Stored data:
+---+
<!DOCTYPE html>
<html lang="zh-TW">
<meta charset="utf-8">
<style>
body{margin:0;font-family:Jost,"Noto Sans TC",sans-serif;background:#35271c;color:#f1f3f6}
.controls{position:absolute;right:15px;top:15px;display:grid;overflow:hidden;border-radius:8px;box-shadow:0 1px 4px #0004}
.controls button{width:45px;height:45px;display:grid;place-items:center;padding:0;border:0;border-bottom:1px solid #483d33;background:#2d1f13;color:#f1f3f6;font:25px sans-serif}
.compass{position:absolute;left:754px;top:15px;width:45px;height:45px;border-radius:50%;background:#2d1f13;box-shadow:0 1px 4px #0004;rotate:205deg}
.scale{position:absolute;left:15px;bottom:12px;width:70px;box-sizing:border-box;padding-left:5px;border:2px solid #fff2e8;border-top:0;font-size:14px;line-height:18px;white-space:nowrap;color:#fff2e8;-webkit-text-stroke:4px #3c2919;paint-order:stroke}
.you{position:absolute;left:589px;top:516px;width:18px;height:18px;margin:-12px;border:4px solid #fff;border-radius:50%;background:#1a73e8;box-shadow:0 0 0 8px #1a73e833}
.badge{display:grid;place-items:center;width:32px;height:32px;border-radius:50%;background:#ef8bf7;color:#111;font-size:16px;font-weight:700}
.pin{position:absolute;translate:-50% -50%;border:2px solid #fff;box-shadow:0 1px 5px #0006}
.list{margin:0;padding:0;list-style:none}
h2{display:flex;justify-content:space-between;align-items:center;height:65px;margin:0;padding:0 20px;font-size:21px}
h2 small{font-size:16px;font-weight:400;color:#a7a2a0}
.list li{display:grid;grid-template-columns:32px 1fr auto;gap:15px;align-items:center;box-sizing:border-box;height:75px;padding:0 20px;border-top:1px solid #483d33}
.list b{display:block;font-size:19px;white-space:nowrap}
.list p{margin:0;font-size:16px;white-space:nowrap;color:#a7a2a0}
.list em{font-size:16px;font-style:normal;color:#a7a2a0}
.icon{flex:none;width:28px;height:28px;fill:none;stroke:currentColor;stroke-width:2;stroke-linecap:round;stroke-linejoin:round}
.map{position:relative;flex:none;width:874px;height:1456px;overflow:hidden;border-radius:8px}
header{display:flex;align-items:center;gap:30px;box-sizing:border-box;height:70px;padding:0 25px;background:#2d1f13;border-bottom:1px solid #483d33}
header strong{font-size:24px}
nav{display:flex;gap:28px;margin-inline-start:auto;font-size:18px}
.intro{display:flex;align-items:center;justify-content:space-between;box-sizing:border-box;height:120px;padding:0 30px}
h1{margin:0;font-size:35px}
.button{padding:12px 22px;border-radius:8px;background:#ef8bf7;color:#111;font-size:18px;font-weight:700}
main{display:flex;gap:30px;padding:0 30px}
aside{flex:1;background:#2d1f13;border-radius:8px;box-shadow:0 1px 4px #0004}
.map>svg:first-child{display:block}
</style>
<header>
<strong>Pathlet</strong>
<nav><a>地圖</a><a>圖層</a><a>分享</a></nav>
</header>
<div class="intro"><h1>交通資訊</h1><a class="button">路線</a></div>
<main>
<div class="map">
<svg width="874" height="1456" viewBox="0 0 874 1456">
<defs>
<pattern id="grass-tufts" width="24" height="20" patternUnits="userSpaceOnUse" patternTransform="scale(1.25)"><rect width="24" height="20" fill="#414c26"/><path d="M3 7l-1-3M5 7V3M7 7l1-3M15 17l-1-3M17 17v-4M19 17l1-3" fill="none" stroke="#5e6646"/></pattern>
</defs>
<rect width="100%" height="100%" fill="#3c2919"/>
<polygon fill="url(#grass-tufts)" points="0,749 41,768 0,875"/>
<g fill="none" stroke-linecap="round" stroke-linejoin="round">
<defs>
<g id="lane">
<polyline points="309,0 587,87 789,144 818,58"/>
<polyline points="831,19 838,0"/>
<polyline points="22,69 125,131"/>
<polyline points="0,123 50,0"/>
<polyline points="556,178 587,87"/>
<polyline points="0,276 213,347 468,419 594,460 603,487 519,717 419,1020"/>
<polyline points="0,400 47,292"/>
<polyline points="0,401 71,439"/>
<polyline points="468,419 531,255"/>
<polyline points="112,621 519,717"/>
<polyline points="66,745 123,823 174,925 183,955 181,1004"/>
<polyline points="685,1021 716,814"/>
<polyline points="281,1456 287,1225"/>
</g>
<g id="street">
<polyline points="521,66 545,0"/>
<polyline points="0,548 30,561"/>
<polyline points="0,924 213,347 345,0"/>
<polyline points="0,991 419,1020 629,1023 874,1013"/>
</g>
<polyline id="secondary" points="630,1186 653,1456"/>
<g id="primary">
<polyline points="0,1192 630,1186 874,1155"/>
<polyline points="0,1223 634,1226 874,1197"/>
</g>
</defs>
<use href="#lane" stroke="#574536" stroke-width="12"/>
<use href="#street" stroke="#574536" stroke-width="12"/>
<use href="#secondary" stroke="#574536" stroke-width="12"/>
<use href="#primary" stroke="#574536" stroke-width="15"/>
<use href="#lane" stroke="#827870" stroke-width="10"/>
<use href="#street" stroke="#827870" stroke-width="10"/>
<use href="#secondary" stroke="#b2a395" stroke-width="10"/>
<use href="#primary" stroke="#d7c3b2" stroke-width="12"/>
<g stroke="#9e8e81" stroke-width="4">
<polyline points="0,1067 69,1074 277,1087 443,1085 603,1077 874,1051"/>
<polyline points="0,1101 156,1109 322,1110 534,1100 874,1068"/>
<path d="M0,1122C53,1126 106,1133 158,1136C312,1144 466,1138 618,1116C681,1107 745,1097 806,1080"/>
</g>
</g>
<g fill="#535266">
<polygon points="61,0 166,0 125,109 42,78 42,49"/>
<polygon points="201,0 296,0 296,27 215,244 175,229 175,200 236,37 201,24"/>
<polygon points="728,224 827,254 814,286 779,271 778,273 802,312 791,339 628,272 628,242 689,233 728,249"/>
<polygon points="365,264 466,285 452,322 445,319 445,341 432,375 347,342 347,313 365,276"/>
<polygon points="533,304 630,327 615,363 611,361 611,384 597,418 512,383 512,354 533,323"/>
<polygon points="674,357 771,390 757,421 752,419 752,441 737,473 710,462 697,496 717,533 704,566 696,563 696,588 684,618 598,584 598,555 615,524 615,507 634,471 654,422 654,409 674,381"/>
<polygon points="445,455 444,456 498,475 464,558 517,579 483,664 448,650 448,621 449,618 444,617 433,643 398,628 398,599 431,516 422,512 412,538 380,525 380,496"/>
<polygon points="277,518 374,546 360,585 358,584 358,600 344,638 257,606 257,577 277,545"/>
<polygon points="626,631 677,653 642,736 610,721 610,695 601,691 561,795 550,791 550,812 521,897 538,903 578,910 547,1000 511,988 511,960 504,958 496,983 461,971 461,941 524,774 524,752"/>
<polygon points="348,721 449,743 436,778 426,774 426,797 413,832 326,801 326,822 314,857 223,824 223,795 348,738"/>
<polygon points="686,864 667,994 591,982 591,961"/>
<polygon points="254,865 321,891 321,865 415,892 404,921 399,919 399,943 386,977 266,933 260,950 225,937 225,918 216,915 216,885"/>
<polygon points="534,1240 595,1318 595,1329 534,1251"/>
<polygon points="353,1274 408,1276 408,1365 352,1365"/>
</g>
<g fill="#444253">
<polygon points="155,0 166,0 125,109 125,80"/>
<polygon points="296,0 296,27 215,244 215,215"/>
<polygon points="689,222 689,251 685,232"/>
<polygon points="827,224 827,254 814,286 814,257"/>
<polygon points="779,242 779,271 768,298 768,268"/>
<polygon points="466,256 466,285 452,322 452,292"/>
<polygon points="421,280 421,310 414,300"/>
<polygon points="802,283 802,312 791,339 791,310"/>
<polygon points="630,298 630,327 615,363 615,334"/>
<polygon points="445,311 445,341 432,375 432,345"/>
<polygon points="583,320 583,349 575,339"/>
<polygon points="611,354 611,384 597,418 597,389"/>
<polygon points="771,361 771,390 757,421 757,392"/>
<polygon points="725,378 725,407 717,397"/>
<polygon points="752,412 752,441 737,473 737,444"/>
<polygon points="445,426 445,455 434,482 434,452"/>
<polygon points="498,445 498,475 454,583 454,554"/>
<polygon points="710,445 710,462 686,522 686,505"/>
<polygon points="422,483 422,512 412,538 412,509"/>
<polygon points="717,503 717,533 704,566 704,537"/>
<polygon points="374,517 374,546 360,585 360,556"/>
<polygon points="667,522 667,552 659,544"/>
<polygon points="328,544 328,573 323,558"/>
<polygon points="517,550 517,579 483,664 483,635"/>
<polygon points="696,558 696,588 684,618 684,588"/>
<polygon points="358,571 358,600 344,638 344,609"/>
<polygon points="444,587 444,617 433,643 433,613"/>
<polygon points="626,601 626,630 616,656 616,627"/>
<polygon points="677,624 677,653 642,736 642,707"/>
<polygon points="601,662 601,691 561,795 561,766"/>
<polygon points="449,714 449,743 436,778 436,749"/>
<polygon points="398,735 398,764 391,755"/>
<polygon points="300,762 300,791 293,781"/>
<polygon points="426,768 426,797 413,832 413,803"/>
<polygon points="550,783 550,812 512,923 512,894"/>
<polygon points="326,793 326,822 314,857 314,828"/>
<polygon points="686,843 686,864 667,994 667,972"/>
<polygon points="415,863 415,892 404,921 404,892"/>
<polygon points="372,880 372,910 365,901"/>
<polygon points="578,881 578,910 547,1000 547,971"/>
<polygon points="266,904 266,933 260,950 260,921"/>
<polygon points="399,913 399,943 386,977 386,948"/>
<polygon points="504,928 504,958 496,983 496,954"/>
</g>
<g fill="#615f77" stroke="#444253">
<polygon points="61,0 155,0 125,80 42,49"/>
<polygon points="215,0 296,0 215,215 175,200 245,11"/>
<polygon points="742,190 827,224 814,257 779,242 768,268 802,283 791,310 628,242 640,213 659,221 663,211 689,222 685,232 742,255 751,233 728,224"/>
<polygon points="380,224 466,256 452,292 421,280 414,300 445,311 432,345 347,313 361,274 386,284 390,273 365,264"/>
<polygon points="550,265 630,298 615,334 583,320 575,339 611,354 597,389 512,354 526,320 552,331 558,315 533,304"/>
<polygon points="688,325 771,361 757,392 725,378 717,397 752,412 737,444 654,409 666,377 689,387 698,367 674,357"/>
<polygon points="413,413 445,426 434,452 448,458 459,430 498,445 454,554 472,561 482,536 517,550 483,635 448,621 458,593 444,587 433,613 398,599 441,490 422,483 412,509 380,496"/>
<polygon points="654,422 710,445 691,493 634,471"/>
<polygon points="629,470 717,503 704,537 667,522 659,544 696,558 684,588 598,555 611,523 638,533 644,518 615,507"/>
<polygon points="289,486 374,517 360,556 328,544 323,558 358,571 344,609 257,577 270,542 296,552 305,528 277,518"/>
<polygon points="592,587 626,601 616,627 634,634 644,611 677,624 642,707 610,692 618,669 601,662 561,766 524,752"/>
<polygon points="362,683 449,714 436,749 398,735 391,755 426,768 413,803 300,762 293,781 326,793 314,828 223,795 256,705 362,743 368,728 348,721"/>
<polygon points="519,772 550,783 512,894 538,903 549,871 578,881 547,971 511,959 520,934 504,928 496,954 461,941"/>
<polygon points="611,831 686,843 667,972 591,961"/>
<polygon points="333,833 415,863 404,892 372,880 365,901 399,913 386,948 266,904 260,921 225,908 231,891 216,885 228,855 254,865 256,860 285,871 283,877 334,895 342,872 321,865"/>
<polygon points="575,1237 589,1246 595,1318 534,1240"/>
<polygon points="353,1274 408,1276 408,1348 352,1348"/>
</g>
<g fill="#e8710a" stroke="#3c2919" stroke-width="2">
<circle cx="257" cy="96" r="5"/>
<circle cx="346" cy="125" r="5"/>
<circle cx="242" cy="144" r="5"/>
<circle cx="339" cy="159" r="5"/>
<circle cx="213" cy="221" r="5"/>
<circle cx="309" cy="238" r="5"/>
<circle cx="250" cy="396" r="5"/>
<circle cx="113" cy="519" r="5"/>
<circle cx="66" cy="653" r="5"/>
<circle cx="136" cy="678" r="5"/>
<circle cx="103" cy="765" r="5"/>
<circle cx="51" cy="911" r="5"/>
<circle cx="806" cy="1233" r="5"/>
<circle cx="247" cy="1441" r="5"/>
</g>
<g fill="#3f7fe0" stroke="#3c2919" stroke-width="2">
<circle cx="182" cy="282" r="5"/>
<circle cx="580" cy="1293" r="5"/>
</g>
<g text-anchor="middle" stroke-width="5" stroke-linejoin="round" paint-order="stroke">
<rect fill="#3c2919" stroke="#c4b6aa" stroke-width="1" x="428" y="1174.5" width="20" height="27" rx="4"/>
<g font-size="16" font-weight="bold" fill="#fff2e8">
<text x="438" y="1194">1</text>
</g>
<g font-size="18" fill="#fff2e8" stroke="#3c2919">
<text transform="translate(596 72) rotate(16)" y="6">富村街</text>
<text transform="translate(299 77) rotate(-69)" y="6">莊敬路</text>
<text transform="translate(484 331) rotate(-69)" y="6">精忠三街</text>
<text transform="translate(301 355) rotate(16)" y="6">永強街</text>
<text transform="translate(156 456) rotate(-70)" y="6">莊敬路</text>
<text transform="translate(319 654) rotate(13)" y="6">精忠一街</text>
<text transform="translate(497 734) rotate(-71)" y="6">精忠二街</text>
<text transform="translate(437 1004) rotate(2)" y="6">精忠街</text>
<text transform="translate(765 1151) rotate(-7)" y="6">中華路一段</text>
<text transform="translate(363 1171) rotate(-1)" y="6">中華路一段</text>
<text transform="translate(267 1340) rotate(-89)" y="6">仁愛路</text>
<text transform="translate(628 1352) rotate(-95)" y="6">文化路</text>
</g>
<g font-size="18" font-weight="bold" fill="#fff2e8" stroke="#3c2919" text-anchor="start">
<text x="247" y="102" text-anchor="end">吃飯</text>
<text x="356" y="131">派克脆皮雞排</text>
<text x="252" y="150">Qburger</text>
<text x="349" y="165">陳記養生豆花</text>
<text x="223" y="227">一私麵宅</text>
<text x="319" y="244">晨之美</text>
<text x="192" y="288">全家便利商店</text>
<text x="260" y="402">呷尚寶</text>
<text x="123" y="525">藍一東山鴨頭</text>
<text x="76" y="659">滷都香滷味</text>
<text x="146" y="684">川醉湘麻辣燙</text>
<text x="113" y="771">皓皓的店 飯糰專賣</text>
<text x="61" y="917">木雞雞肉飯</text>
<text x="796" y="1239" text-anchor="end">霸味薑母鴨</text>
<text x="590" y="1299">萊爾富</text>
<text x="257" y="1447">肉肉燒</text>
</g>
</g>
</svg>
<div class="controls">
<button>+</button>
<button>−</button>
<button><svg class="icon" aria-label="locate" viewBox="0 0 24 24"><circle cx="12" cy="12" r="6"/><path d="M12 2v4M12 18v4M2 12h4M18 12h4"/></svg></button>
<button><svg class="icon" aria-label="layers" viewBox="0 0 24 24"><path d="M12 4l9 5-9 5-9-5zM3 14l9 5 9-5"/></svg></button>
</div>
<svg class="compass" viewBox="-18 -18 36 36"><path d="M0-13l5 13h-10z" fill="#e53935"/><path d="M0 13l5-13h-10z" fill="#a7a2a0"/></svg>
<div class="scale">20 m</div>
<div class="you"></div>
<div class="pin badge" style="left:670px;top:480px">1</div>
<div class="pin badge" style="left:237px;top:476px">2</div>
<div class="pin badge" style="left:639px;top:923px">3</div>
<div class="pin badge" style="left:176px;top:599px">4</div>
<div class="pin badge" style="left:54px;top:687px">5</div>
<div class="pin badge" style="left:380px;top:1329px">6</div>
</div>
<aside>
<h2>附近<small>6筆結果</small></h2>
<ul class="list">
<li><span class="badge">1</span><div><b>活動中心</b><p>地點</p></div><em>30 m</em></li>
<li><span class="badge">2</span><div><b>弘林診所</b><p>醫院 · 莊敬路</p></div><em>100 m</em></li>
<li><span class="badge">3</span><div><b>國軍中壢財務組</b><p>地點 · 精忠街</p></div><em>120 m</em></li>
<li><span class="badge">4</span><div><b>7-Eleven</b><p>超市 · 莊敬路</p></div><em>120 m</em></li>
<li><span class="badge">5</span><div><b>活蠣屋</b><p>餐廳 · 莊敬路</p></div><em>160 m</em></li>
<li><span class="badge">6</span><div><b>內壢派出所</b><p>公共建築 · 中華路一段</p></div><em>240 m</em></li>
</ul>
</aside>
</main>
+---+
PROMPT >>
Find the word "place" in the entries. Copy each line that holds it.

ANSWER SPACE >>
.controls button{width:45px;height:45px;display:grid;place-items:center;padding:0;border:0;border-bottom:1px solid #483d33;background:#2d1f13;color:#f1f3f6;font:25px sans-serif}
.badge{display:grid;place-items:center;width:32px;height:32px;border-radius:50%;background:#ef8bf7;color:#111;font-size:16px;font-weight:700}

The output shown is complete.